- _Task directions_:
Determine how many lines in the data below contain "turn" and write only that number.

- _Records for the task_:

'''

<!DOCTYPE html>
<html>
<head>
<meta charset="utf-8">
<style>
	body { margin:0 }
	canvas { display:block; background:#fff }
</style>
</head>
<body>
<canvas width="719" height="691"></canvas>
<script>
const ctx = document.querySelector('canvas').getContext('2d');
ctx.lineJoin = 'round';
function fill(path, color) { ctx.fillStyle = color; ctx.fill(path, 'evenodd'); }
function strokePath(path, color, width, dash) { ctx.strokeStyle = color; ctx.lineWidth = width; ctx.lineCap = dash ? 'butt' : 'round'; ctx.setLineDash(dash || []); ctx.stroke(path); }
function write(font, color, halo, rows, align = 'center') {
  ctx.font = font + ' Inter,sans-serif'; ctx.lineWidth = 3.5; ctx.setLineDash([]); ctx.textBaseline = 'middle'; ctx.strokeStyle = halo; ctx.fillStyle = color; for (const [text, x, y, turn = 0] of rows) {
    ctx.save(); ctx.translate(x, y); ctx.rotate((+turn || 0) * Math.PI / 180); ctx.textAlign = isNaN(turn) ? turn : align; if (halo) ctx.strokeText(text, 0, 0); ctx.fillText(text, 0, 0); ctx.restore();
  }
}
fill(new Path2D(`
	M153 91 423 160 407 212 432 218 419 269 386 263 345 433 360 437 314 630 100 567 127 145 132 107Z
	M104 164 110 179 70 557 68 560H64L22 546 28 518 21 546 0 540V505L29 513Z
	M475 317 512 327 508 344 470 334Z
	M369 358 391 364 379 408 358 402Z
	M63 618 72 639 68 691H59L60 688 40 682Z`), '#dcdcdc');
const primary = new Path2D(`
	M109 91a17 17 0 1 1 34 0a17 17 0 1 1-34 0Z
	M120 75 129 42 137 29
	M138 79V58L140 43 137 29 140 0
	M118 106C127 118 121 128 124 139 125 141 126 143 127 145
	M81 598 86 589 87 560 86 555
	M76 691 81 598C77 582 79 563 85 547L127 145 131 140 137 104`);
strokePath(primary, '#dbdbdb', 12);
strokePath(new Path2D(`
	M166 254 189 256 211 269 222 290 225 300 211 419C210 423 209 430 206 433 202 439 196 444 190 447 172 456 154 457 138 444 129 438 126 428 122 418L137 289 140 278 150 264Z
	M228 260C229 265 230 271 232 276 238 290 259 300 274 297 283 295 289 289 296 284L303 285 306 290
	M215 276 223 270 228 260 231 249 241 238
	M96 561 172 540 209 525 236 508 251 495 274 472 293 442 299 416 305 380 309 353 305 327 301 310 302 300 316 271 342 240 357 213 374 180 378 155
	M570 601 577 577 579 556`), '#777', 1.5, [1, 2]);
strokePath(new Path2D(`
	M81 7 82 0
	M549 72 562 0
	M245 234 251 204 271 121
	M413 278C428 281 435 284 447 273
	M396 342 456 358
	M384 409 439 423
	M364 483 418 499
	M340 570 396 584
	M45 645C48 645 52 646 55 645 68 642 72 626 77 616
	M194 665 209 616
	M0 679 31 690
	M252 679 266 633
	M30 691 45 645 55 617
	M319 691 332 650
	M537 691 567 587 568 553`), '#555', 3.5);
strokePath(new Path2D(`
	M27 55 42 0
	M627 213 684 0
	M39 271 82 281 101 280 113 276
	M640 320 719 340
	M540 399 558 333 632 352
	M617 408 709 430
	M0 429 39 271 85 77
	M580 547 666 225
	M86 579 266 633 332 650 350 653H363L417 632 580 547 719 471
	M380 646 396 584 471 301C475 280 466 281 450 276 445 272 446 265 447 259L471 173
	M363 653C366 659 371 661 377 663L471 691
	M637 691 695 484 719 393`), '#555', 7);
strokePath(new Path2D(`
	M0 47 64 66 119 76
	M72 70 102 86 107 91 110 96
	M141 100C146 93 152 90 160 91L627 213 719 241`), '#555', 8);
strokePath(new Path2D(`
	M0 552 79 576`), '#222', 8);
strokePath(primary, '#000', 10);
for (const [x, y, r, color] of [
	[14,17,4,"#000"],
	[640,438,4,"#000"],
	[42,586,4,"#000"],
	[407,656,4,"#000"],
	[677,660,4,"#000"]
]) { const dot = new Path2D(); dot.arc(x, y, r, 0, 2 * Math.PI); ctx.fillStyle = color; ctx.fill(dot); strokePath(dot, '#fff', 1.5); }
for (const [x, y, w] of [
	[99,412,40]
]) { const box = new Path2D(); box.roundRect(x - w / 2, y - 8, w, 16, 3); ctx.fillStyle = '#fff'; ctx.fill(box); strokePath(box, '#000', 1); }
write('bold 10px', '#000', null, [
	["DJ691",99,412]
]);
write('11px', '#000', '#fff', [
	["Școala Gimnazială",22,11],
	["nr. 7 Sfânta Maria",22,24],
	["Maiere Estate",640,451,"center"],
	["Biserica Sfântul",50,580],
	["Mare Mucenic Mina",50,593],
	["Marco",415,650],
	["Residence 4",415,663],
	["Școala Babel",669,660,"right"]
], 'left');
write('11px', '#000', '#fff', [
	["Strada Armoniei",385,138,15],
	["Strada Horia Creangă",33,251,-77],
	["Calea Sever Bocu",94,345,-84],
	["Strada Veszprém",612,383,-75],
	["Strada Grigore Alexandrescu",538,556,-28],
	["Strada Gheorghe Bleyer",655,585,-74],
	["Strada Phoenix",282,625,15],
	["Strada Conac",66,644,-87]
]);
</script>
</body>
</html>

'''

- _Completed exercise_:
2